Ninguno tan elemental o sofisticado como el pícnic
del entreacto. Las praderas de hierba mullida que rodean la mansión predisponen
al abandono y a la expansión de los melómanos, que despliegan sus manteles y
sus cestas en una coreografía accidental. Y que acatan el espacio de las
ovejas, igual que las ovejas respetan amaestradas las tertulias del atardecer.
Les atrae poco el vino y menos aún el rosbif. Incluso balan con sigilo, como
sigilosamente hablan los comensales. Cualquier exceso desluciría el éxtasis
sensorial de la escena, que podría haberla pintado Hogarth en su estilizado
costumbrismo. O haberla escrito E. M. Forster en su bestiario de
porcelana.
De porcelana es la vajilla de Stoke que exhuman algunos melómanos. Y de hilo son los
manteles que recubren las precarias mesas de la acampada, pero urge anticipar
que el Festival de Glyndebourne sobrepasa el prosaico conflicto de la
discriminación social. Y lo hace desde la observación de una norma no escrita
que se acata con idéntica fidelidad al esmoquin y al vestido largo: el
mayordomo se queda en el aparcamiento, igual que les sucede a los otros efectivos del servicio.
No es un problema para
la mayoría de los espectadores porque la mayoría de los espectadores carece de
mayordomo, pero el criterio impide la desmesura de la competición social en las
praderas. Y exige a los sujetos adinerados exponerse al cargamento de sillas,
mesas e intendencia de pícnic, acaso incorporando a su experiencia un cierto
exotismo, una tregua a la jerarquía de las castas.

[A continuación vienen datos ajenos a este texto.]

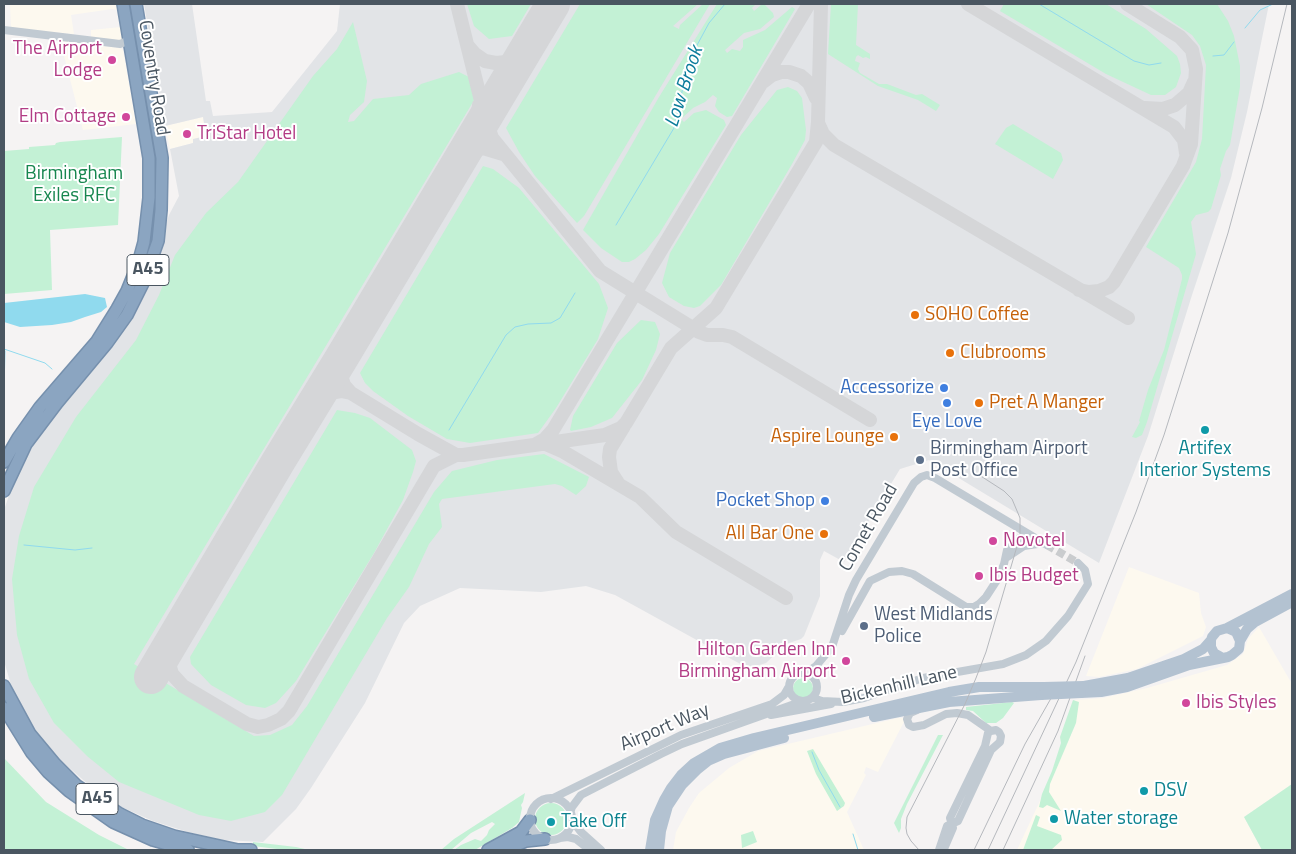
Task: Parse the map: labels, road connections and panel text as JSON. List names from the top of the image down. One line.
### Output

Semejante principio no contradice la exclusividad que pueda aportar cada
cual al menú de la merienda-cena, pero implica ciertas obligaciones. Como
encontrar el mejor sitio para acampar. Que puede ser la sombra de una
escultórica matrona de Henry Moore. O que puede ser el estanque de los
nenúfares a la espera de Monet. Y que no puede ser el campo de críquet, aunque
la familia Christie no haya opuesto restricción a los aficionados. Por eso hay
quienes se traen en el maletero los avíos. Y los que aprovechan el entreacto
para disputarse un partido sin despojarse del esmoquin.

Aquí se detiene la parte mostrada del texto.